**Data supplied**.
# # #

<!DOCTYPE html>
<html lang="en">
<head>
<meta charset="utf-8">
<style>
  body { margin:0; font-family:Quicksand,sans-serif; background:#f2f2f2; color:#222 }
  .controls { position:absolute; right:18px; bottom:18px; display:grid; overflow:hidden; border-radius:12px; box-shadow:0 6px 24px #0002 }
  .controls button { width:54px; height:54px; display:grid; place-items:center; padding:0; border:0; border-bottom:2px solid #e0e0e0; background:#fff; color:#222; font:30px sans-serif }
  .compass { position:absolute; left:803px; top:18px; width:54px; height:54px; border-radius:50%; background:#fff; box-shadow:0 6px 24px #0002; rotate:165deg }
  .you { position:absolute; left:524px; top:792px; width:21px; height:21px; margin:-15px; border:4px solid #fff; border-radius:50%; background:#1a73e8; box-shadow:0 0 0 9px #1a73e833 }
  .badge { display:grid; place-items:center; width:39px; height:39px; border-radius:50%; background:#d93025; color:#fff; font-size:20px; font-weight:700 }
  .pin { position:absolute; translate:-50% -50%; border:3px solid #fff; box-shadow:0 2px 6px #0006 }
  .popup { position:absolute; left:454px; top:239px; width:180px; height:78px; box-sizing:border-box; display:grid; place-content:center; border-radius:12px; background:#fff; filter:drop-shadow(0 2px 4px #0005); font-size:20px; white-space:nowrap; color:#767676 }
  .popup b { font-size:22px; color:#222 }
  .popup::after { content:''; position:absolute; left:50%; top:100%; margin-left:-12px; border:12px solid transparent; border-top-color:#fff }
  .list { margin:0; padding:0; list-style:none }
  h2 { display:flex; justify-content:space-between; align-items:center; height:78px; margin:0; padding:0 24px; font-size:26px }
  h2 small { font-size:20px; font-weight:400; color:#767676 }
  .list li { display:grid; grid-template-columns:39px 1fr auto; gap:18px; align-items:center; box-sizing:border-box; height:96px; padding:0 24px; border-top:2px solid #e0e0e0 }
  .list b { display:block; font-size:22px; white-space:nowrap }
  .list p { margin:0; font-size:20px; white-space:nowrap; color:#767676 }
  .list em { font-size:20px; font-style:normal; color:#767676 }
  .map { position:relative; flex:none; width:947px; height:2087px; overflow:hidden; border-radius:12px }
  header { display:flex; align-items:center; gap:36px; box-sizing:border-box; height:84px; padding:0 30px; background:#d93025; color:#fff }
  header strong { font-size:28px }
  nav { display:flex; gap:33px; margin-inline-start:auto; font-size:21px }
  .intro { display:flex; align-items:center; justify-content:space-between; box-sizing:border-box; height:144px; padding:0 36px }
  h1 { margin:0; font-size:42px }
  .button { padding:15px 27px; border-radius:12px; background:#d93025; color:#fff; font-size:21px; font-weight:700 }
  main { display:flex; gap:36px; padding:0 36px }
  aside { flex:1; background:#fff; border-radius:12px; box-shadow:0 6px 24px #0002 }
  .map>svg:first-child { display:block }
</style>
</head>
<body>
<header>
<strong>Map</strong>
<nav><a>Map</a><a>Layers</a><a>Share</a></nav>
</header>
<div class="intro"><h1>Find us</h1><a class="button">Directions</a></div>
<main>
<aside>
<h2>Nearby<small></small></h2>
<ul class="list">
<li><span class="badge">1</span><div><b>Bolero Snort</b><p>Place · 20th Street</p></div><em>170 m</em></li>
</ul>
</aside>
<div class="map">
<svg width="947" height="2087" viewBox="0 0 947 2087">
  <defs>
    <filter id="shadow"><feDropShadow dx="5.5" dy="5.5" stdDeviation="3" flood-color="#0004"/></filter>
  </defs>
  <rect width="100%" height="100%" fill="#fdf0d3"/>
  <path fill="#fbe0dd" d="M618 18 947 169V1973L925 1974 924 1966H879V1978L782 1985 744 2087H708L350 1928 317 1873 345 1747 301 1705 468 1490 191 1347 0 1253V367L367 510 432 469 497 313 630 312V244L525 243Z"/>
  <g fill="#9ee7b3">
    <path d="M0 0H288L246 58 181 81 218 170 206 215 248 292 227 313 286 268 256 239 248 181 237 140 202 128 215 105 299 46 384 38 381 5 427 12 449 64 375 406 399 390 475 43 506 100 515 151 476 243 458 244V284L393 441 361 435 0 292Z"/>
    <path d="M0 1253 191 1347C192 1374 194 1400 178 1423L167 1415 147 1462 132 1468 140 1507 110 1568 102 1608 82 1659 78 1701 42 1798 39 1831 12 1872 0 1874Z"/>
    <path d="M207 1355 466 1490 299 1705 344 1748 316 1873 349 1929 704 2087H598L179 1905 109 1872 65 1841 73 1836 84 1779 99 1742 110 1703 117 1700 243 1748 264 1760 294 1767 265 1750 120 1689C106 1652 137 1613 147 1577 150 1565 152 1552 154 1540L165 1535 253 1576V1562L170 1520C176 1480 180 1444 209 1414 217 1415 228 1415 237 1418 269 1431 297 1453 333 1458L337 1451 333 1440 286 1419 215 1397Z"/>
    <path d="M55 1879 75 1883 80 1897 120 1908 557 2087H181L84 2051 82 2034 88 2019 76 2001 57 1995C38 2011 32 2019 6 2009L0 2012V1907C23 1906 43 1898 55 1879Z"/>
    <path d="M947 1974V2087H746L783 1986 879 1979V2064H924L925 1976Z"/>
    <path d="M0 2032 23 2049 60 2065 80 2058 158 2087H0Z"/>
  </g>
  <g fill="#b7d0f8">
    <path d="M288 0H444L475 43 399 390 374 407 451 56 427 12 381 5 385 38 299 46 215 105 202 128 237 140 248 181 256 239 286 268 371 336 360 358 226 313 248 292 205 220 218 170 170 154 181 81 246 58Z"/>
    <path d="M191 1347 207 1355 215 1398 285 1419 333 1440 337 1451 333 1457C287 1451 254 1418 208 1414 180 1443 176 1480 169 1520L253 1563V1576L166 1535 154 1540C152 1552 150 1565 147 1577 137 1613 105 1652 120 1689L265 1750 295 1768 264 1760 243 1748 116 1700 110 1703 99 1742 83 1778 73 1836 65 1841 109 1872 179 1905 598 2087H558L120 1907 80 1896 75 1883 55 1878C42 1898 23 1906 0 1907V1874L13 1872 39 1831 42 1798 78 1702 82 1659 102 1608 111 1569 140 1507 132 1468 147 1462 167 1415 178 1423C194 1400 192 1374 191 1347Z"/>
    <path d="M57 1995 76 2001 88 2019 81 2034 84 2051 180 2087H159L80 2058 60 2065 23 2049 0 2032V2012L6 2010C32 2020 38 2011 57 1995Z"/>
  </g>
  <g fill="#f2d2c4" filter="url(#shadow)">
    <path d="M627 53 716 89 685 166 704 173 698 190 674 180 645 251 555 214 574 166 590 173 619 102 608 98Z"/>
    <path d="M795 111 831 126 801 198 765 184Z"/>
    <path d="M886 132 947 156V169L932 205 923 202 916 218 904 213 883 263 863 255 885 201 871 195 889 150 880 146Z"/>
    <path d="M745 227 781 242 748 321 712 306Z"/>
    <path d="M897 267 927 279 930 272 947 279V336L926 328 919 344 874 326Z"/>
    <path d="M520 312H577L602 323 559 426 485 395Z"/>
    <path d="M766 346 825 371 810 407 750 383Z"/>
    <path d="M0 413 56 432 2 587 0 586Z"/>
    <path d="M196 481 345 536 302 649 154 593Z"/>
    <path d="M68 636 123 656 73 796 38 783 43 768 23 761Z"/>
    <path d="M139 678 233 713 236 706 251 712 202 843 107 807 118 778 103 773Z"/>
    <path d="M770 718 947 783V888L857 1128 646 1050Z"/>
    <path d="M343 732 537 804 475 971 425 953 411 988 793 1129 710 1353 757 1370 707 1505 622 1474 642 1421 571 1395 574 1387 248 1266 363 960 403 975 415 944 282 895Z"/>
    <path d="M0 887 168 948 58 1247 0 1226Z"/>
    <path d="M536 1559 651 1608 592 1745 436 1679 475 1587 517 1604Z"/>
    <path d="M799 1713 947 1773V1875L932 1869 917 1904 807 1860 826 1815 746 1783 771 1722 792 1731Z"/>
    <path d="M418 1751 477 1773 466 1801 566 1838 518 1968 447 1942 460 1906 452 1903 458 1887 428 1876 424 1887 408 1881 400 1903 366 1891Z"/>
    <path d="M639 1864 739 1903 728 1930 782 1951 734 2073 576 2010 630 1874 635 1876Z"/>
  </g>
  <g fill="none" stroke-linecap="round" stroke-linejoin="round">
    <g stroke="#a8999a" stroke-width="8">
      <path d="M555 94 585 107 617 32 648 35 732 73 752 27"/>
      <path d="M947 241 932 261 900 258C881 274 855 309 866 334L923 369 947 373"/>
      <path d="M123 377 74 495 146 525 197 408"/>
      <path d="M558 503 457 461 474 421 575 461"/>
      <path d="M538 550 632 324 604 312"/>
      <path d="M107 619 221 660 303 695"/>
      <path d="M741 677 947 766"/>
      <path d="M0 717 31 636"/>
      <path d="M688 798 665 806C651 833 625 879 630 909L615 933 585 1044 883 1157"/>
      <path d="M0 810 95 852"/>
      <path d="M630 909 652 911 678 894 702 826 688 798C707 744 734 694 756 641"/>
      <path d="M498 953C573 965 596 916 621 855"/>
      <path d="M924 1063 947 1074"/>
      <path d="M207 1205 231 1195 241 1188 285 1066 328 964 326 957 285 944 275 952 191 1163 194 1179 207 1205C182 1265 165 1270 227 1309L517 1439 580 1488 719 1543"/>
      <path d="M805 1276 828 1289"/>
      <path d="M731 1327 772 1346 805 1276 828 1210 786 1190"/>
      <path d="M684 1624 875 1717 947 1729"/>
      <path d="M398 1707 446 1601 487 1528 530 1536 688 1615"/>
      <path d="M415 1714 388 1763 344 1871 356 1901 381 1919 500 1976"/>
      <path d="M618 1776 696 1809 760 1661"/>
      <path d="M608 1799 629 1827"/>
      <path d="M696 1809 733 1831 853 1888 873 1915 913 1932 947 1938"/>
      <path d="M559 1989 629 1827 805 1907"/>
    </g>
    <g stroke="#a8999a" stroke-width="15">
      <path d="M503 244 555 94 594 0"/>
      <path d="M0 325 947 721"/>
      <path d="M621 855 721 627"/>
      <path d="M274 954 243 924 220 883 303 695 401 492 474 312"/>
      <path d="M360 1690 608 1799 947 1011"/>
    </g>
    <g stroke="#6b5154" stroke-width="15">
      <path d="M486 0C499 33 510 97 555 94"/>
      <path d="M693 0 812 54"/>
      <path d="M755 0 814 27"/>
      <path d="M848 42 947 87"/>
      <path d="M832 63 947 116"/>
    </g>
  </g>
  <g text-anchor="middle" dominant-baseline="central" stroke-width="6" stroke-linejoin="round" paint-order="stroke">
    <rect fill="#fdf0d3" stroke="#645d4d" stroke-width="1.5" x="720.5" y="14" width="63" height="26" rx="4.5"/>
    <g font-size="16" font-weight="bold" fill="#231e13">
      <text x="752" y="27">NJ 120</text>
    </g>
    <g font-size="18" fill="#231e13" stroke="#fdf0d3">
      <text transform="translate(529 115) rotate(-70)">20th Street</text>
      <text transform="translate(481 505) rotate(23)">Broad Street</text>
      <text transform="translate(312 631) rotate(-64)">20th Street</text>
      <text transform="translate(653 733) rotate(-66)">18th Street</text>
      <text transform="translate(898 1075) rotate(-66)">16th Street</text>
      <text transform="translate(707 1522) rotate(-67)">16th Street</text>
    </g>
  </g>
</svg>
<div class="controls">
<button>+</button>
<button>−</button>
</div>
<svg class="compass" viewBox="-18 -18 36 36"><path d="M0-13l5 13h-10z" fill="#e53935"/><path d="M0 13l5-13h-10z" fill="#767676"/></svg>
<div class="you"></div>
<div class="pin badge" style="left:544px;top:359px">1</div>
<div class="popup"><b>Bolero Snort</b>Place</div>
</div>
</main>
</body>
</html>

# # #

**Assignment**.
The lines to return run from the one containing "<button>−</button>" through the last line of the material above. Please reproduce them exactly.

**Exercise solution**.
<button>−</button>
</div>
<svg class="compass" viewBox="-18 -18 36 36"><path d="M0-13l5 13h-10z" fill="#e53935"/><path d="M0 13l5-13h-10z" fill="#767676"/></svg>
<div class="you"></div>
<div class="pin badge" style="left:544px;top:359px">1</div>
<div class="popup"><b>Bolero Snort</b>Place</div>
</div>
</main>
</body>
</html>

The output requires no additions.